**Exercise instructions**
Where does the word "shadow" show up in the data? Please find each such line and copy it.

**Source material**
──────────────────────────────

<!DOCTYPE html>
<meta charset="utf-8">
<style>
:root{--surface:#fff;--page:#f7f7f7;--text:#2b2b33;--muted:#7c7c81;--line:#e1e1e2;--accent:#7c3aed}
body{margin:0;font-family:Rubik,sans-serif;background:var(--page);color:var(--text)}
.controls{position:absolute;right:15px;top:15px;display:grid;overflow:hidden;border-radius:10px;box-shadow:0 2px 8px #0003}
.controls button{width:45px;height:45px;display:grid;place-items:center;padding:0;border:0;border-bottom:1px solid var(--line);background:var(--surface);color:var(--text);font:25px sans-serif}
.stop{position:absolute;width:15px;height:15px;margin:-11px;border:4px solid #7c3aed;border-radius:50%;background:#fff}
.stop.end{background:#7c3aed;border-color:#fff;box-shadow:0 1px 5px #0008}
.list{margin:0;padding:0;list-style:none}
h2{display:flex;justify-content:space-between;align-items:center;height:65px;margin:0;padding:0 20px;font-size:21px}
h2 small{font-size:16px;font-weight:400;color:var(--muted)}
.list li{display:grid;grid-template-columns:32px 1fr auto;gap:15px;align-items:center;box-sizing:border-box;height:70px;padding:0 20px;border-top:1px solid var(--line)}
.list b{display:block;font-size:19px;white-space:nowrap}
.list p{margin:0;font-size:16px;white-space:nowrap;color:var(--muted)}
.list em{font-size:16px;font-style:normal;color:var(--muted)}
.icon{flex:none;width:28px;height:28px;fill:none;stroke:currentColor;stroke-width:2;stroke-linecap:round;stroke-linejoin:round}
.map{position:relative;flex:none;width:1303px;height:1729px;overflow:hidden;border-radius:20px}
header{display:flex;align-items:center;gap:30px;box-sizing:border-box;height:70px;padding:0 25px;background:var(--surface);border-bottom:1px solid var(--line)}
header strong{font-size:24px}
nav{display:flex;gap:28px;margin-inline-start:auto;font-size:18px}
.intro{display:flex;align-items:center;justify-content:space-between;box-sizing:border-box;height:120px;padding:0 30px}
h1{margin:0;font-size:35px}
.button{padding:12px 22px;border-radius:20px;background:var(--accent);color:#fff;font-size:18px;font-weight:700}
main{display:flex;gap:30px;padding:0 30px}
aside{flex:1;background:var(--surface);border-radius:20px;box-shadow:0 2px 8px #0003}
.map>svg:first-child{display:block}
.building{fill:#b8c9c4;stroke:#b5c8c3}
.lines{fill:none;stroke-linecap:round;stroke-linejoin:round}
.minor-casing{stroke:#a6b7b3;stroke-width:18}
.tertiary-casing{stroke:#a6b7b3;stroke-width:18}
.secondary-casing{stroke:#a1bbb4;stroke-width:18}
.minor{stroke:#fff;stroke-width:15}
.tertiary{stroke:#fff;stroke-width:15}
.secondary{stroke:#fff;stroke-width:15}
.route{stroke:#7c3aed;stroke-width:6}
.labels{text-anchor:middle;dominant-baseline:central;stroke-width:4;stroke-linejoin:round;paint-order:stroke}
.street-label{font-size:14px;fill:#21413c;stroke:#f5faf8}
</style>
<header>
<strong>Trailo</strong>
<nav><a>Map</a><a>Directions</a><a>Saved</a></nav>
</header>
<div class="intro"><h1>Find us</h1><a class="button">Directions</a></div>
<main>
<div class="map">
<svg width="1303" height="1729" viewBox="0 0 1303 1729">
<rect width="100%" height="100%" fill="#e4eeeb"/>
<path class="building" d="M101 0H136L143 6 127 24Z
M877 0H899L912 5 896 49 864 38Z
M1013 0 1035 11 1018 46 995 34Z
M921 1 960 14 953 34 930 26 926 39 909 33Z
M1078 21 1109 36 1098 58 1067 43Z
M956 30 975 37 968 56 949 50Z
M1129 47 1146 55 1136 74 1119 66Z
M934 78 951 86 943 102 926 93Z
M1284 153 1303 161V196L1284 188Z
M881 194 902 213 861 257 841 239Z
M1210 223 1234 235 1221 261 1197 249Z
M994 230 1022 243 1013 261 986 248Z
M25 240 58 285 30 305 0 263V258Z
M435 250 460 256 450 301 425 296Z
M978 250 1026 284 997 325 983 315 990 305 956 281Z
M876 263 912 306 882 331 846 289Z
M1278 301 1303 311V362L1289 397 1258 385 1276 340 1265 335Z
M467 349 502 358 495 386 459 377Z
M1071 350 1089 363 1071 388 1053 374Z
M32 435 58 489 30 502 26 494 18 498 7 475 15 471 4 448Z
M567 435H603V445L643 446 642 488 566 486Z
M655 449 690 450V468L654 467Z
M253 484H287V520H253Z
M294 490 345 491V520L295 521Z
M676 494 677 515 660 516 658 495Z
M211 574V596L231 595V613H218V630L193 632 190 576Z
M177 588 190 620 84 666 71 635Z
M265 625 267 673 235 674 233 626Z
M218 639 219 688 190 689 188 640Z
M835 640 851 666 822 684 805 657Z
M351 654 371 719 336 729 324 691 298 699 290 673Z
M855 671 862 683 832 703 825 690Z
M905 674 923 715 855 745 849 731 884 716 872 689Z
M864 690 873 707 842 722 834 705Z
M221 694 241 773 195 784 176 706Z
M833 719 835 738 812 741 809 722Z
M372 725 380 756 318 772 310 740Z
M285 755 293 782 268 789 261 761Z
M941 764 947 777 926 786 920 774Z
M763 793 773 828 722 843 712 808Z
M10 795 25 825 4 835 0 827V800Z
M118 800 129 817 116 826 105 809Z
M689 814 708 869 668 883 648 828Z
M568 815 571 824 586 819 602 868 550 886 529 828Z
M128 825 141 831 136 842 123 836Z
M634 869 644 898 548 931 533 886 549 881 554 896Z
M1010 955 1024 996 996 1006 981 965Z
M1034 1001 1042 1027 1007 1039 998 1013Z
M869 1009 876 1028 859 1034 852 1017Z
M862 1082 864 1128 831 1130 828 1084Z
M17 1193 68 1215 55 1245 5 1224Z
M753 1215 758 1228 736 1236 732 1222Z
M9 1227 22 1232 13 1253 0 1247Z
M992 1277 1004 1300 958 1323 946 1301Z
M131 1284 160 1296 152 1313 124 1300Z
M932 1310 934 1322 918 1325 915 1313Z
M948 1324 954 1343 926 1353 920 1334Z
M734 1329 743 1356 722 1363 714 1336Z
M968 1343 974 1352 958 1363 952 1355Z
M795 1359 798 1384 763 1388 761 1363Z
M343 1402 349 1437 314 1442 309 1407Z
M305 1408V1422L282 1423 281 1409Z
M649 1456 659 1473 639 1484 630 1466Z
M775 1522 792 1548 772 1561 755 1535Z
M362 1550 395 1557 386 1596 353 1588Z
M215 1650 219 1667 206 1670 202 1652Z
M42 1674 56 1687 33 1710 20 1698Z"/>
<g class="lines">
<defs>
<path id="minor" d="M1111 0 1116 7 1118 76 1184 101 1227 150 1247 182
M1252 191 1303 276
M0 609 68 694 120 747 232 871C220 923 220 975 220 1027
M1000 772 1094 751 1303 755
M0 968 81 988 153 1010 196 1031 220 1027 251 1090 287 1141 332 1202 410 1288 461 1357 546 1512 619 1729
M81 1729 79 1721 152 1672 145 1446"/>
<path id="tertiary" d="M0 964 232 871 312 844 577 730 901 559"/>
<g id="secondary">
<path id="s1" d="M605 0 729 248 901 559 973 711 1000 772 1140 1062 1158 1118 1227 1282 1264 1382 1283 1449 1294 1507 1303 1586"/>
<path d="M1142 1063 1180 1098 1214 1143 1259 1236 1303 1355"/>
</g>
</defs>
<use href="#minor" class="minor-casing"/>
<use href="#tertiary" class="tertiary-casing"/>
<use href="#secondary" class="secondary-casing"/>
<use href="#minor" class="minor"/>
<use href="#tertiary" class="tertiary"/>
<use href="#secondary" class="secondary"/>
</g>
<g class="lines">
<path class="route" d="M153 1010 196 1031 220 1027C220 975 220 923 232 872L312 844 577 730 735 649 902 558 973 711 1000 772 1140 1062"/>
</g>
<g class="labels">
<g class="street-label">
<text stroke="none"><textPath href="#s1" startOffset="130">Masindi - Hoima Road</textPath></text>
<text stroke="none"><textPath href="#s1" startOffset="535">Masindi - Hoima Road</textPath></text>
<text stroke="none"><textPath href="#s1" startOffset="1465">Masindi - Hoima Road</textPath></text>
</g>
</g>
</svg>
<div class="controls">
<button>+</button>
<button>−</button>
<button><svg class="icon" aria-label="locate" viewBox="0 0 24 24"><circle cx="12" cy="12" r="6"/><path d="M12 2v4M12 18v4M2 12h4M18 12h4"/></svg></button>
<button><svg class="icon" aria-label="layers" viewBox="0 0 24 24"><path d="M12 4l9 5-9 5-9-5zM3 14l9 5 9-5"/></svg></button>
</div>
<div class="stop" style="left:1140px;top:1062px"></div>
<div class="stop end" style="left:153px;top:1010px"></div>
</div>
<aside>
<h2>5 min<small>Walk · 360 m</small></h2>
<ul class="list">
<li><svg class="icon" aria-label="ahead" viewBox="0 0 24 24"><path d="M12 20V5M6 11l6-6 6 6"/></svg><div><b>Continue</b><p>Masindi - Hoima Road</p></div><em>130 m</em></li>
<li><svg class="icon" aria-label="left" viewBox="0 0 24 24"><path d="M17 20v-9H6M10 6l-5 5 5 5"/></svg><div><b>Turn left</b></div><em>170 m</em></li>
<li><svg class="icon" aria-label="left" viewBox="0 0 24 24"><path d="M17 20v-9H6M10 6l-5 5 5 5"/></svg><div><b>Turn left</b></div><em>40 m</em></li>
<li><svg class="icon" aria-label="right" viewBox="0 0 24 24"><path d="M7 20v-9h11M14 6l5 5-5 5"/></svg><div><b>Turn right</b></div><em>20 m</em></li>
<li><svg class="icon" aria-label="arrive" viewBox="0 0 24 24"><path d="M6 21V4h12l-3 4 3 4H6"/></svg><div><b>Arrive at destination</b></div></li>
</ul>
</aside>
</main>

──────────────────────────────

**Exercise answer**
.controls{position:absolute;right:15px;top:15px;display:grid;overflow:hidden;border-radius:10px;box-shadow:0 2px 8px #0003}
.stop.end{background:#7c3aed;border-color:#fff;box-shadow:0 1px 5px #0008}
aside{flex:1;background:var(--surface);border-radius:20px;box-shadow:0 2px 8px #0003}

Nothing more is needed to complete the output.